Thanks folks - I had no idea that you couldn't put a derived
type in a set of base types. I can't immediately see anything
in Josuttis about this.


What should he say? He certainly says that the containers
contain objects of type T. In C++, an object of type T is an
object of type T, and not an object of some other type.
Polymorphism only works through references and pointers.

Can anyone tell me what the problem is here?

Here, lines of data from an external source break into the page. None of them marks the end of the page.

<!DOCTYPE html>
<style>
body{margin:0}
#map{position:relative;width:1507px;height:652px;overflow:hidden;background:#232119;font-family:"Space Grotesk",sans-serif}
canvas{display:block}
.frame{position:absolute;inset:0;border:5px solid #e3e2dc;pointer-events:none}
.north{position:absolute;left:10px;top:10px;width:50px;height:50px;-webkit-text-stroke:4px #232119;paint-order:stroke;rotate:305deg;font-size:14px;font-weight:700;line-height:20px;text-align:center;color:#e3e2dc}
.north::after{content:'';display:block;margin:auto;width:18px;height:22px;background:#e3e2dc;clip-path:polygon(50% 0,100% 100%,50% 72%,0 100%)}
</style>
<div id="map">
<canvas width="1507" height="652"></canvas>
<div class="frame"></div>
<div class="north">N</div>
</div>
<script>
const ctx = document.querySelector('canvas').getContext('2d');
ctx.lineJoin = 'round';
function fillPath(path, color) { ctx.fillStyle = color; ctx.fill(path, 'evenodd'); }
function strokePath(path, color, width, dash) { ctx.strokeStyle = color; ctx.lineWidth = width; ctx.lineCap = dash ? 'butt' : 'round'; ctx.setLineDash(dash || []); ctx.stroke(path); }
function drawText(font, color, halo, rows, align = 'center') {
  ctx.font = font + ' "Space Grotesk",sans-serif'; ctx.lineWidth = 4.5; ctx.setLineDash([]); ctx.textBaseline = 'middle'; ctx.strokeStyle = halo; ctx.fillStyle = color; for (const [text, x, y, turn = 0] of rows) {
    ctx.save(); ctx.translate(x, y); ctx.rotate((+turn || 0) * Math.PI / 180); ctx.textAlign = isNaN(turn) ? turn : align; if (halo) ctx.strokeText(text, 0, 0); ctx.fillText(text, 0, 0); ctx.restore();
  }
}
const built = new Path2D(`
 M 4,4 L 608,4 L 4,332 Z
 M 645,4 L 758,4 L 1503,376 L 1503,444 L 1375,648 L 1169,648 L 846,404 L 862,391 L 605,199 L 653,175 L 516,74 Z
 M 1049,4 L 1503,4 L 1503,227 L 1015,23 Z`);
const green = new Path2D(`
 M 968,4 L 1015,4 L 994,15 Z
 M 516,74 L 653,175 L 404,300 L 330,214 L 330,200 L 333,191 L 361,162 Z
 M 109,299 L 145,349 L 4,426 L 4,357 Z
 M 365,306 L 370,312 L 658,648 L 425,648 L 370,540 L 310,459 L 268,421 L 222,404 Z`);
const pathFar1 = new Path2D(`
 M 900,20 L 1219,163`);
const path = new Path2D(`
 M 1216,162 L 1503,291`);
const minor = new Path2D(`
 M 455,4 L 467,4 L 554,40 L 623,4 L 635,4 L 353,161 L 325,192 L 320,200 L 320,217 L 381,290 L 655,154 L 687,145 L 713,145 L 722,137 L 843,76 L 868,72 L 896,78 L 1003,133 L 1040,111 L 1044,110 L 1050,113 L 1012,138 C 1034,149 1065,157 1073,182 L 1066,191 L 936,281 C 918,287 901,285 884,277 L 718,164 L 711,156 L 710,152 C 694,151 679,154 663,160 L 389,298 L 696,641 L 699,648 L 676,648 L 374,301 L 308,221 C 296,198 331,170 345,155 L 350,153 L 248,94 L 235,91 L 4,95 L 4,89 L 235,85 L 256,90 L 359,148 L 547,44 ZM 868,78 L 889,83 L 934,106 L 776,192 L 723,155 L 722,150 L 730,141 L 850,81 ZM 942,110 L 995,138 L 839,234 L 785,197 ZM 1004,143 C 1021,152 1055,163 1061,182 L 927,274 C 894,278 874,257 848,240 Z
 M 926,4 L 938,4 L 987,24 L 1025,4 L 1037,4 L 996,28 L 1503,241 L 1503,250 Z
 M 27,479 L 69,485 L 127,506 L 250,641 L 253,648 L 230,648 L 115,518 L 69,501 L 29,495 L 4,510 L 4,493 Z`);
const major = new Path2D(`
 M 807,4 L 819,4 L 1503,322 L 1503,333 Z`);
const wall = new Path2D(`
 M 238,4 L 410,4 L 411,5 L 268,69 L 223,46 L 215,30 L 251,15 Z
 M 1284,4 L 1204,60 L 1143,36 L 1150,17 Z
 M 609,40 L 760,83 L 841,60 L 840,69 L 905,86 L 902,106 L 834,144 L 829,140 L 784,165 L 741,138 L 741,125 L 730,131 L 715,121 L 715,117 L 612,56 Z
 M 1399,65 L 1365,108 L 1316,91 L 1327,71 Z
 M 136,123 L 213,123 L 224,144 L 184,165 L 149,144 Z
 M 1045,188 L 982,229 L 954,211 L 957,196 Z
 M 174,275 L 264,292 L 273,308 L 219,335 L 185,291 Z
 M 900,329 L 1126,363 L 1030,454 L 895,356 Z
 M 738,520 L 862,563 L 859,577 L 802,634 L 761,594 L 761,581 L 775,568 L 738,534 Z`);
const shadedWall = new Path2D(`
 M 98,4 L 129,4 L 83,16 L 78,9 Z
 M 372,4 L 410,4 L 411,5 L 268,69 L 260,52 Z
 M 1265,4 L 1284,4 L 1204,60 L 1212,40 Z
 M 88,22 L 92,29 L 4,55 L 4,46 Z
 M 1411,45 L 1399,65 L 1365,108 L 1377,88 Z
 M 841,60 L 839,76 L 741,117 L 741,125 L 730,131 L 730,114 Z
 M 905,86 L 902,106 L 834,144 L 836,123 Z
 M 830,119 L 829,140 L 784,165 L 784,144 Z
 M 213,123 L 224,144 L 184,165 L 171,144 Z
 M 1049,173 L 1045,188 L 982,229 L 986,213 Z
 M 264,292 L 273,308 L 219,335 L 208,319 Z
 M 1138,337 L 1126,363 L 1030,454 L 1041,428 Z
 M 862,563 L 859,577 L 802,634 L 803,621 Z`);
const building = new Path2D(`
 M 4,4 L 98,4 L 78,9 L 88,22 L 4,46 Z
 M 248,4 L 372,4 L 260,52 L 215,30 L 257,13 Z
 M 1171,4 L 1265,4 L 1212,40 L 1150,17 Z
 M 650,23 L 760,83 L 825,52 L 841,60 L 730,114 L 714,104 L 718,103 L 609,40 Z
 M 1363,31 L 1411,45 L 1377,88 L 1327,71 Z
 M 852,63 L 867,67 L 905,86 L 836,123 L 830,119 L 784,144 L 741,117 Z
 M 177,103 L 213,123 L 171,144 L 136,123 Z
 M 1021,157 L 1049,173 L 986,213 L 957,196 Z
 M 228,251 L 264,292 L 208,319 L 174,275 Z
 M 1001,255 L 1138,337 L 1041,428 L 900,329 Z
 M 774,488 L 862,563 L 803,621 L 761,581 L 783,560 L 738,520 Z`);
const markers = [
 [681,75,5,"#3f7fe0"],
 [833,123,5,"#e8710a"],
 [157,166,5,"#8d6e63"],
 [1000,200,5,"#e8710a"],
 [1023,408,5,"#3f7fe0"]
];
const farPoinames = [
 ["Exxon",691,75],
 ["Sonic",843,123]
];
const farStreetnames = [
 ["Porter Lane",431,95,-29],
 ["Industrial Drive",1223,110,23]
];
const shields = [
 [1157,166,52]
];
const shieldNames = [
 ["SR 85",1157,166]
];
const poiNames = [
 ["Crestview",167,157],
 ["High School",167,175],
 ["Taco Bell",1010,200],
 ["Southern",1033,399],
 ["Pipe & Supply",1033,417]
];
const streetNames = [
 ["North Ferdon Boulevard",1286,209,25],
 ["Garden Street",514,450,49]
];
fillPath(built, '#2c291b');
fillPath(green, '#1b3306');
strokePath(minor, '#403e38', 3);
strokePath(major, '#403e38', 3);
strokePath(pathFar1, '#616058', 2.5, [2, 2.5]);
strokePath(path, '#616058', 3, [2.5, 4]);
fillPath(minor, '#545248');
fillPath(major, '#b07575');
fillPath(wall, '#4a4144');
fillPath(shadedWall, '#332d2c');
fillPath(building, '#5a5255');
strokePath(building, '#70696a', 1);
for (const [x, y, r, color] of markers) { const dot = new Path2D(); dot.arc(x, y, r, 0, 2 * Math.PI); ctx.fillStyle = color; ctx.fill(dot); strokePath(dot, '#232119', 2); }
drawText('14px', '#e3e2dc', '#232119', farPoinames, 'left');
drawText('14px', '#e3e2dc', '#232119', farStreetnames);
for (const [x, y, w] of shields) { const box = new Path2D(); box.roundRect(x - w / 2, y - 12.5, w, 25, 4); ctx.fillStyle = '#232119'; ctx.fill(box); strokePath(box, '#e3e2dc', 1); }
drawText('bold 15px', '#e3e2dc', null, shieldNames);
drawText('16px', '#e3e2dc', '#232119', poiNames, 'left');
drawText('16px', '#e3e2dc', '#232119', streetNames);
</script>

There is no problem. In C++, containers contain objects, with
value semantics.

Is this common to all STL containers? I had rather naively
assumed that an object of a derived type actually was, to all
intents and purposes, also a base object, but that's obviously
not the case.


It's never the case. An object of a derived type is an object
of a derived type, and an object of a base type is an object of
a base type. Every object has one, and only one type. This is
a fundamental aspect of the C++ object model (and also the
object model of many other languages).

Written correctly, an object of a derived type can be used as an
object of a base type, but only if the "use" involves an
indirection (reference or pointer). The object still has a
specific type, which never changes (but a pointer or a
reference can designate different objects).